**TASK TO COMPLETE**
Under this line are the records; write out word for word the part that begins at the line containing "ctx.stroke(path);" and ends at the line containing "ctx.strokeStyle = halo;", and no more.

ENTRIES SHOWN Block Start

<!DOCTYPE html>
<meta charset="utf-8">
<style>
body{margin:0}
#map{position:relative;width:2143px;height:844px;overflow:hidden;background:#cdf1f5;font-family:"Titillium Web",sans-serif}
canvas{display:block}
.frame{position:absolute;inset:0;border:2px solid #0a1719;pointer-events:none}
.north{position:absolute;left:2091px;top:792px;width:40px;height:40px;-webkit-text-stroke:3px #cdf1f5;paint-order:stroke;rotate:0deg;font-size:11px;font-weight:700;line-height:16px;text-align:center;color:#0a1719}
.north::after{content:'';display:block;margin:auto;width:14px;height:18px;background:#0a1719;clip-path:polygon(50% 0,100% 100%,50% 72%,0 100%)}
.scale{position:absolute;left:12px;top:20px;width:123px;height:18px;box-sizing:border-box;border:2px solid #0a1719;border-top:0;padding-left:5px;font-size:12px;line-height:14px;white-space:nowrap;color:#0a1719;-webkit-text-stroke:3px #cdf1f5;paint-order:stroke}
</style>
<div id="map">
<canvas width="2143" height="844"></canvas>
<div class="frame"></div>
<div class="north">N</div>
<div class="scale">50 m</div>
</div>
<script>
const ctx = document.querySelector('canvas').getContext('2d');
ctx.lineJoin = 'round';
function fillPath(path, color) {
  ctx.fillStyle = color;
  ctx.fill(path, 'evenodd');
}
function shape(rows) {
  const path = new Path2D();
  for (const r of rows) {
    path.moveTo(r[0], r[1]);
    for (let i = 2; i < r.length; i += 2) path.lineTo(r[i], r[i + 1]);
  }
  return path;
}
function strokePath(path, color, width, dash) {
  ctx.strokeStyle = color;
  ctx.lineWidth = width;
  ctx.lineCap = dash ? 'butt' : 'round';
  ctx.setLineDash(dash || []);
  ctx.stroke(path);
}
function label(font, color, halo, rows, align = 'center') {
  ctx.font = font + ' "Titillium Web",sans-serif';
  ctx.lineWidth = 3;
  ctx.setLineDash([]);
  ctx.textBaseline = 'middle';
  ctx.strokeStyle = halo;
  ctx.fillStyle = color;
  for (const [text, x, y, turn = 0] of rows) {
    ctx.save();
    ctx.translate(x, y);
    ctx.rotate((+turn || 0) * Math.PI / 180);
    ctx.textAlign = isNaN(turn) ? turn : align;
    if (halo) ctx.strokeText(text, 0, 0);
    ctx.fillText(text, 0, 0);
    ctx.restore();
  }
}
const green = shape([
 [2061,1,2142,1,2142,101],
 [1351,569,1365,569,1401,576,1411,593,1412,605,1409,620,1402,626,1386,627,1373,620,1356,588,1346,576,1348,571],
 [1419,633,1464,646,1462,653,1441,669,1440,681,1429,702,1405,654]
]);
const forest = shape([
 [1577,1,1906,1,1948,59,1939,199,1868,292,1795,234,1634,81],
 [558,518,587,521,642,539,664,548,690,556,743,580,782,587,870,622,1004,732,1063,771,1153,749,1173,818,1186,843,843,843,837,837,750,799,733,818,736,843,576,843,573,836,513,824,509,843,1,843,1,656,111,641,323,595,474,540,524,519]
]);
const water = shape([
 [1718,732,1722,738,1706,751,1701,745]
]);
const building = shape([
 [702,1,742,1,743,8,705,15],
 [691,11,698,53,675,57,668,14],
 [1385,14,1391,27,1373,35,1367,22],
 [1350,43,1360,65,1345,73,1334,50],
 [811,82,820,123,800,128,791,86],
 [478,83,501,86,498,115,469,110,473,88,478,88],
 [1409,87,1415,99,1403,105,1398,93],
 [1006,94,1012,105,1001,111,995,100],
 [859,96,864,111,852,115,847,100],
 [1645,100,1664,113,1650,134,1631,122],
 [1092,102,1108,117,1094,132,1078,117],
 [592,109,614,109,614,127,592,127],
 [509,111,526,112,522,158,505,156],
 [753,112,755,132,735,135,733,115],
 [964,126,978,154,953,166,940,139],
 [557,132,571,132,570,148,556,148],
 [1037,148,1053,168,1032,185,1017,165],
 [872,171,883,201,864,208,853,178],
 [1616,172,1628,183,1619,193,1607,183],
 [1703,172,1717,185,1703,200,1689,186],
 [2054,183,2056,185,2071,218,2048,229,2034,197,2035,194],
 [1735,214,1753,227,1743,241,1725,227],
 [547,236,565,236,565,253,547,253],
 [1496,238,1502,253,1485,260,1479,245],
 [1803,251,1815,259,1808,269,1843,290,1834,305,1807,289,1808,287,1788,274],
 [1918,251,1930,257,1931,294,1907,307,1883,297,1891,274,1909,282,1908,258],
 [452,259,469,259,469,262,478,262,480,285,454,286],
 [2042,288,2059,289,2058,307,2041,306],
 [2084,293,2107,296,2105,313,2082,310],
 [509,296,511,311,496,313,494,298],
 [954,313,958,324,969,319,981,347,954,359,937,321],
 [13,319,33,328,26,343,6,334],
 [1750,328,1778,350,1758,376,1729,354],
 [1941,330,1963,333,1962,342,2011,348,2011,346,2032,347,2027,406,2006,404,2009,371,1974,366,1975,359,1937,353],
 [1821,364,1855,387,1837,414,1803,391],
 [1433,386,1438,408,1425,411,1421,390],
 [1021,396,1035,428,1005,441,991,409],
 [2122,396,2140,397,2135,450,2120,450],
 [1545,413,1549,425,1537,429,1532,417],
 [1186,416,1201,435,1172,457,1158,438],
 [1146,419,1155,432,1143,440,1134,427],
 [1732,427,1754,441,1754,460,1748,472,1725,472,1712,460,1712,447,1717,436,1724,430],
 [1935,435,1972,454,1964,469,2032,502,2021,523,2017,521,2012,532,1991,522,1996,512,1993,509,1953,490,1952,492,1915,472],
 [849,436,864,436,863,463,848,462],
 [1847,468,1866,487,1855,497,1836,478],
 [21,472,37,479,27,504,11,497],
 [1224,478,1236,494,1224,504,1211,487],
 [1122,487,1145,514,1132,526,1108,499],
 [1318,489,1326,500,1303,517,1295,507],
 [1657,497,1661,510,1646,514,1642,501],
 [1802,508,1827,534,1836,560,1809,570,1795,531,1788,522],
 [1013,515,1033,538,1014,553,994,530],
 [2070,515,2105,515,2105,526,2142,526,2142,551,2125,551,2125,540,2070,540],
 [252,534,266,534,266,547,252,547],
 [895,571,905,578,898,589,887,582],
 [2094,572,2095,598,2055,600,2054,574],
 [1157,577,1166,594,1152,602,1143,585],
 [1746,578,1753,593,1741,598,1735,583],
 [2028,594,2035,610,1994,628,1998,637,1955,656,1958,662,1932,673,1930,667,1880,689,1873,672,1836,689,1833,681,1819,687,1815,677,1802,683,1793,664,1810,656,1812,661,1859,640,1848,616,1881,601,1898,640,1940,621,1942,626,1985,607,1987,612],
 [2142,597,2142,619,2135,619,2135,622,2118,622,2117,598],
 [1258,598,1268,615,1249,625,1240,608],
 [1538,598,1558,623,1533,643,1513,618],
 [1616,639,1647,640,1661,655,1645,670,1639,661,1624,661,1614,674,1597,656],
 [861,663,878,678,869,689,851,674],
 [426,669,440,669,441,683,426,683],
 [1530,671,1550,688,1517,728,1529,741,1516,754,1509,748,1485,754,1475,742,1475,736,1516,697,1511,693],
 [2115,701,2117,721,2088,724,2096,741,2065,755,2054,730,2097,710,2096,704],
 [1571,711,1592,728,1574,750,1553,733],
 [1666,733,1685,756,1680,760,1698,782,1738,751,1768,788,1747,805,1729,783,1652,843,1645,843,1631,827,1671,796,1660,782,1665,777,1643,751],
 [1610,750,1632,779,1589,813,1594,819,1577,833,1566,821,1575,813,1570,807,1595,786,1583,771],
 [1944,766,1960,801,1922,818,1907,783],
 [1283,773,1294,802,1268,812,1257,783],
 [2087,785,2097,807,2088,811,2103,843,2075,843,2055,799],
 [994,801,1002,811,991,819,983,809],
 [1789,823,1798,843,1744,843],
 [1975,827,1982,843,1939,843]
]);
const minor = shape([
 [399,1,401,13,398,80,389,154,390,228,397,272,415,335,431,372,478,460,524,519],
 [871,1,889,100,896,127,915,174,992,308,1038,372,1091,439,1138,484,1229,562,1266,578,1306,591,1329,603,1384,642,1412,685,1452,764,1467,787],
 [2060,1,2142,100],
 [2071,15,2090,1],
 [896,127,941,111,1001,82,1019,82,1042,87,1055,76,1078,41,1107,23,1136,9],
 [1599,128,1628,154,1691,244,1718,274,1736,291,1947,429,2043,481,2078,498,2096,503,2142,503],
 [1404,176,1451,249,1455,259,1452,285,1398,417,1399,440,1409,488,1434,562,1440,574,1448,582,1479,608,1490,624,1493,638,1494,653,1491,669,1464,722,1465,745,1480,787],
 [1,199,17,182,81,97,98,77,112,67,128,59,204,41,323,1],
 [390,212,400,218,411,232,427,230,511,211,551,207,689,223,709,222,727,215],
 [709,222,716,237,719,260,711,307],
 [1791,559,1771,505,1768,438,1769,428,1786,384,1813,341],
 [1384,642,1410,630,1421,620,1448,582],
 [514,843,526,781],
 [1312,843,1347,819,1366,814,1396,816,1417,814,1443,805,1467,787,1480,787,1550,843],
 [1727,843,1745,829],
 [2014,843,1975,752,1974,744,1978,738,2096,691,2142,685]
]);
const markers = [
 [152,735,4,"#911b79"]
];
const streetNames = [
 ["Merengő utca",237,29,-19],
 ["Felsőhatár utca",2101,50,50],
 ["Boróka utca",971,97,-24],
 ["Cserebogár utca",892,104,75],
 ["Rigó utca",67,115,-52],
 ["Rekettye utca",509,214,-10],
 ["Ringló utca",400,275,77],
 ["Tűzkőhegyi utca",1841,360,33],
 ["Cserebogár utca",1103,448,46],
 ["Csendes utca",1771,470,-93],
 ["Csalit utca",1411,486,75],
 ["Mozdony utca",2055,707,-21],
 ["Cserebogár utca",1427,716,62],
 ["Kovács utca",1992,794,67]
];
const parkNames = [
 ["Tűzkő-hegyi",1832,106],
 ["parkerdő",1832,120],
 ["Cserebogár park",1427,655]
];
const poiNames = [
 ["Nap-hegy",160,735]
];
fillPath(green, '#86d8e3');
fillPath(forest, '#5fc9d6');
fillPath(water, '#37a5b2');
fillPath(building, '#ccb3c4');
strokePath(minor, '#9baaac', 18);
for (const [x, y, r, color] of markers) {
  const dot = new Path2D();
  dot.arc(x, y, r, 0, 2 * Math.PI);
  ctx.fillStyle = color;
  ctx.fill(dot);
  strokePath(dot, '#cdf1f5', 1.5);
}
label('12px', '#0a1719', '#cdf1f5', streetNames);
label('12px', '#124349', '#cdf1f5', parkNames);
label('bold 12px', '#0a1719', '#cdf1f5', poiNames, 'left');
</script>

ENTRIES SHOWN Block End
ENTRIES SHOWN Block Start

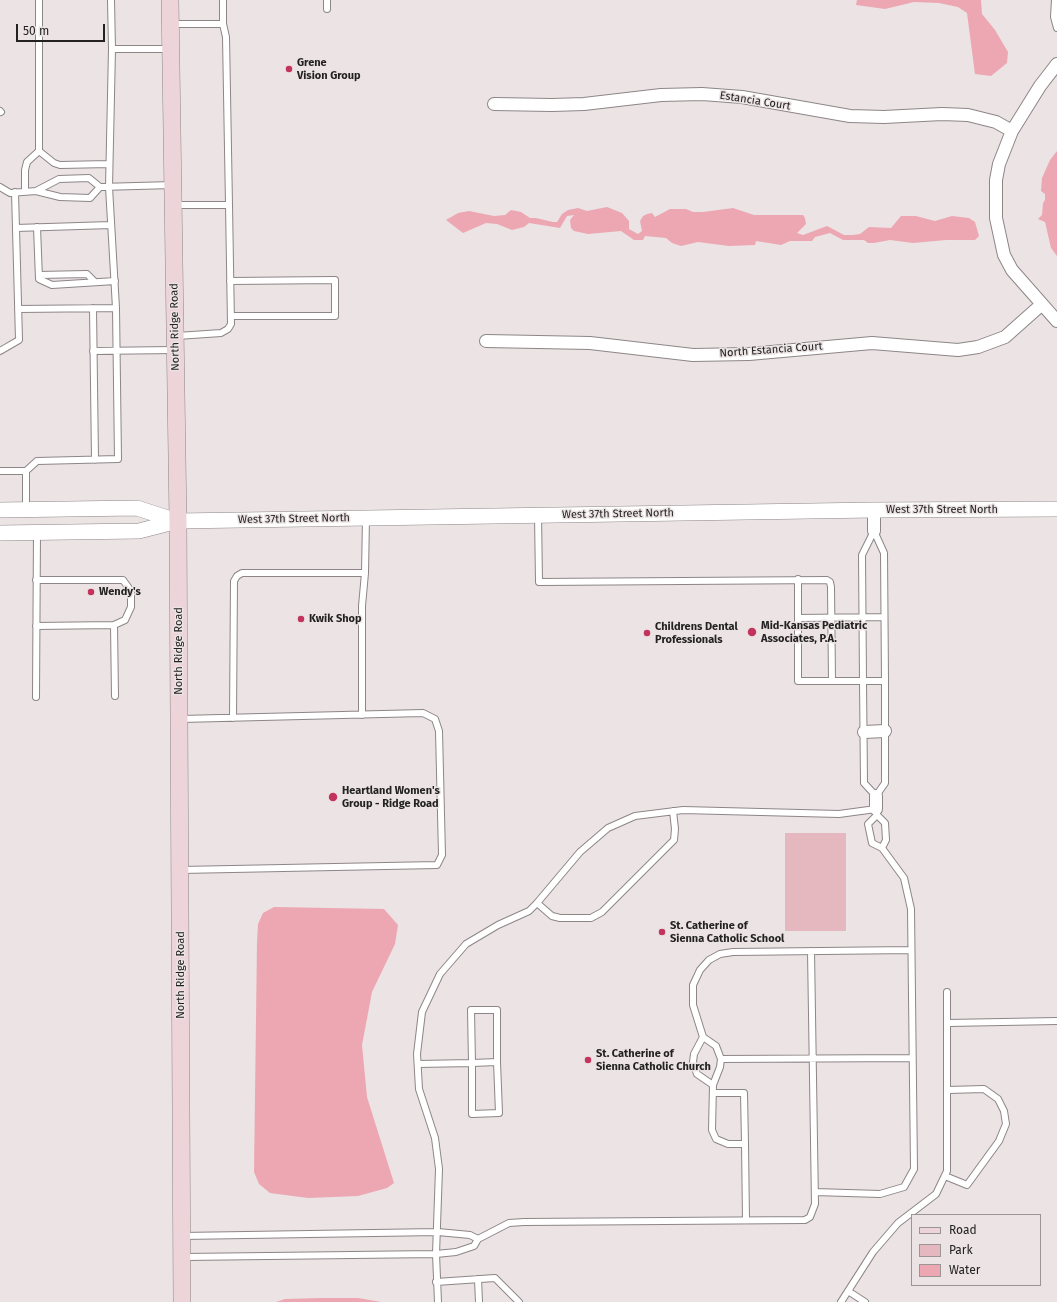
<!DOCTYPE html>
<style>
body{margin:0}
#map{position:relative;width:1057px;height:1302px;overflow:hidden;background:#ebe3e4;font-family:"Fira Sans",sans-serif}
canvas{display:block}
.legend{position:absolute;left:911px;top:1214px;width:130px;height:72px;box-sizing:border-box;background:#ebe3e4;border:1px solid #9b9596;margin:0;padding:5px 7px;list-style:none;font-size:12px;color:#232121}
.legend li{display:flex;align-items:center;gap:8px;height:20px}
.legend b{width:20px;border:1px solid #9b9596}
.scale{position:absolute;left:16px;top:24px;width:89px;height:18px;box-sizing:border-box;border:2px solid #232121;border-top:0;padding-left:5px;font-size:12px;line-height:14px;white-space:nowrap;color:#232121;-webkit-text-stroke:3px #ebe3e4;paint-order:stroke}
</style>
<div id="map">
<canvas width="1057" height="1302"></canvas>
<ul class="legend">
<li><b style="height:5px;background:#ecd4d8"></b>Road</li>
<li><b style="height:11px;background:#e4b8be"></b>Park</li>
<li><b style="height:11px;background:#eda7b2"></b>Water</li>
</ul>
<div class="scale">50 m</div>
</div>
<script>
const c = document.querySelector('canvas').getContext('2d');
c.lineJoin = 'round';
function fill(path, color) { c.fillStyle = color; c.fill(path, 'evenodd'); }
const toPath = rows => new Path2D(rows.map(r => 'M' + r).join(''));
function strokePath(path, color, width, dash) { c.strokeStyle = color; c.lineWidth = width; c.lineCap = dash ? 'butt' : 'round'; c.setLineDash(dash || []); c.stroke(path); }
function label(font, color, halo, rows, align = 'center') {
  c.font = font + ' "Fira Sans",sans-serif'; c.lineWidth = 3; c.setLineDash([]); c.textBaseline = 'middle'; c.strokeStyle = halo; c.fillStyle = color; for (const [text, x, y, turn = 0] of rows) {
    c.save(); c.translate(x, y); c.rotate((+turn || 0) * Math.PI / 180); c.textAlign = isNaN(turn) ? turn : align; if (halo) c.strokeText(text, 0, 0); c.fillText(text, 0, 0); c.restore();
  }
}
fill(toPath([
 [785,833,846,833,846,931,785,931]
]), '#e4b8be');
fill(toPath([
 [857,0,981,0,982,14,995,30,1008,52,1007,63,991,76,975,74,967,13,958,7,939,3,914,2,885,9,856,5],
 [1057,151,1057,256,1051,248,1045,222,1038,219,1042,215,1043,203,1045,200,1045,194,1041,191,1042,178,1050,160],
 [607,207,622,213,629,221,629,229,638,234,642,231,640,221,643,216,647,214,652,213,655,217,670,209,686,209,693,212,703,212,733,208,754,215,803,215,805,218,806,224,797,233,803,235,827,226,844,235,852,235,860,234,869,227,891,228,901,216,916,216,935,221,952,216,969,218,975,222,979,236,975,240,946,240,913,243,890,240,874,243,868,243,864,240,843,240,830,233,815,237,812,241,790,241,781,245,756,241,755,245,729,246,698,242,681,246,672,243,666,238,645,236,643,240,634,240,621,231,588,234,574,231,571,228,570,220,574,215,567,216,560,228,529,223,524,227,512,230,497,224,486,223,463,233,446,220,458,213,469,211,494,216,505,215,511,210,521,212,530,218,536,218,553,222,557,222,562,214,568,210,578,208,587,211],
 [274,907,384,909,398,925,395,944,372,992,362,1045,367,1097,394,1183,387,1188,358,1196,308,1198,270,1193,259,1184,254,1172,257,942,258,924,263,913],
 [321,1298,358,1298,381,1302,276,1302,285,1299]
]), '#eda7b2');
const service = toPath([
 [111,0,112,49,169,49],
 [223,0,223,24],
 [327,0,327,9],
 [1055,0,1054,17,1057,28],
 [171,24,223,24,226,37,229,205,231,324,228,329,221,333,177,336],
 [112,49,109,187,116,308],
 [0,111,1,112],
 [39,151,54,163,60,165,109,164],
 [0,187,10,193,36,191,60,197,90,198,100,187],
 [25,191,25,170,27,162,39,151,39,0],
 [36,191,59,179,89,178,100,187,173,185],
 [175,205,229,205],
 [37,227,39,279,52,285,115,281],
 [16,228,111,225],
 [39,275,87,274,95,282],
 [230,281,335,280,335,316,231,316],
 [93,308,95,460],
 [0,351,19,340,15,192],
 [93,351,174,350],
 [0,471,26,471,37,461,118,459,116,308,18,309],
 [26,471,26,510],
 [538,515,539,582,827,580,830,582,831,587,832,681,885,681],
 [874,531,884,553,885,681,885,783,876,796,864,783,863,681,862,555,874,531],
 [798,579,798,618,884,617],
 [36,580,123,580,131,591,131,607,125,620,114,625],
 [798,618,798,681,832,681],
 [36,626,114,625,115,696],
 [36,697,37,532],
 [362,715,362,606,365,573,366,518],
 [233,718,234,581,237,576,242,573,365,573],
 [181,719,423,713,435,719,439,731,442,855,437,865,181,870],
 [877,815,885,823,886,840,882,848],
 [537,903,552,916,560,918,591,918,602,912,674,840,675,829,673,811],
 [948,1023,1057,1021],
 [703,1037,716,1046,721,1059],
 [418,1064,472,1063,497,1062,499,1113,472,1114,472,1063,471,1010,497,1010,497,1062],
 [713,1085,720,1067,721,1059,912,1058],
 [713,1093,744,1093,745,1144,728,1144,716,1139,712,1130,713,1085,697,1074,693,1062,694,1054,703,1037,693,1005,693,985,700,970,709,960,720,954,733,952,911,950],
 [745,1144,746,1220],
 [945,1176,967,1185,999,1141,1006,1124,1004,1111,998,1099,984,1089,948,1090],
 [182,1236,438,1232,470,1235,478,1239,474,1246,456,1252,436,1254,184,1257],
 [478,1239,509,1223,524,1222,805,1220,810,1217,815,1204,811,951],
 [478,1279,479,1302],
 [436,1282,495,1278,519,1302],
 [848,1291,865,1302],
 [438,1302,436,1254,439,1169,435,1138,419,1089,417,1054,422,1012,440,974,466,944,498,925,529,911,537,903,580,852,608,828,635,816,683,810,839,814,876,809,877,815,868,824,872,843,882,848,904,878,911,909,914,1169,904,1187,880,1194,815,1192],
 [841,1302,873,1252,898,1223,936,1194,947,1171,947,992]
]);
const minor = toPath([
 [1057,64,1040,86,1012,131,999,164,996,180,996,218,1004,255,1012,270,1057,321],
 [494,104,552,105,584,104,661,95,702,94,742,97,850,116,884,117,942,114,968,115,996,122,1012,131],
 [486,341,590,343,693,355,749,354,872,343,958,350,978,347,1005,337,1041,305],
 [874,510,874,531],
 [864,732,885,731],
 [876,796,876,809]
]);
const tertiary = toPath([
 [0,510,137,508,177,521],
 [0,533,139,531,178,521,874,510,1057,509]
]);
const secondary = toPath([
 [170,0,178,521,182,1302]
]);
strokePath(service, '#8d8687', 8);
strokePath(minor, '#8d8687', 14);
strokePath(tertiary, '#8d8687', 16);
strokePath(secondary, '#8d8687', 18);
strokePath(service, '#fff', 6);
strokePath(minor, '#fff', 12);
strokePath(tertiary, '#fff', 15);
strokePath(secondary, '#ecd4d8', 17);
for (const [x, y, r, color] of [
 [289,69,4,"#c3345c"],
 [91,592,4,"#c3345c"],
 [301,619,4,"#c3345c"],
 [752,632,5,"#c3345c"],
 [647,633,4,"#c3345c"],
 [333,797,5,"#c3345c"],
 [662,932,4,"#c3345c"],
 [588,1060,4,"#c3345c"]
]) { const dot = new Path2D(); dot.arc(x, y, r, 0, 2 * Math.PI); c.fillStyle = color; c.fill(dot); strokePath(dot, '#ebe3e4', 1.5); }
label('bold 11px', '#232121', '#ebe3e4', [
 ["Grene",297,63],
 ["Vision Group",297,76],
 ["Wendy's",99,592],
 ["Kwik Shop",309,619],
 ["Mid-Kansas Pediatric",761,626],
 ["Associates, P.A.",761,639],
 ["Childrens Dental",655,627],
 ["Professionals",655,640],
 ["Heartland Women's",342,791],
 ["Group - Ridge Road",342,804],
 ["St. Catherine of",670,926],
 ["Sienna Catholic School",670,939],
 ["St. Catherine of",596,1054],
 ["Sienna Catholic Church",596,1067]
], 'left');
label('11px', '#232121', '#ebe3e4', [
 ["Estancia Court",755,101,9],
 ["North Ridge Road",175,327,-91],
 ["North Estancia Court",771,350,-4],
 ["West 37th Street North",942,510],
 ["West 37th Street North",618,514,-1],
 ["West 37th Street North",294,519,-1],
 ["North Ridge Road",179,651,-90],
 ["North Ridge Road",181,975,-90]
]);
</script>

ENTRIES SHOWN Block End

**SOLUTION**
  ctx.stroke(path);
}
function label(font, color, halo, rows, align = 'center') {
  ctx.font = font + ' "Titillium Web",sans-serif';
  ctx.lineWidth = 3;
  ctx.setLineDash([]);
  ctx.textBaseline = 'middle';
  ctx.strokeStyle = halo;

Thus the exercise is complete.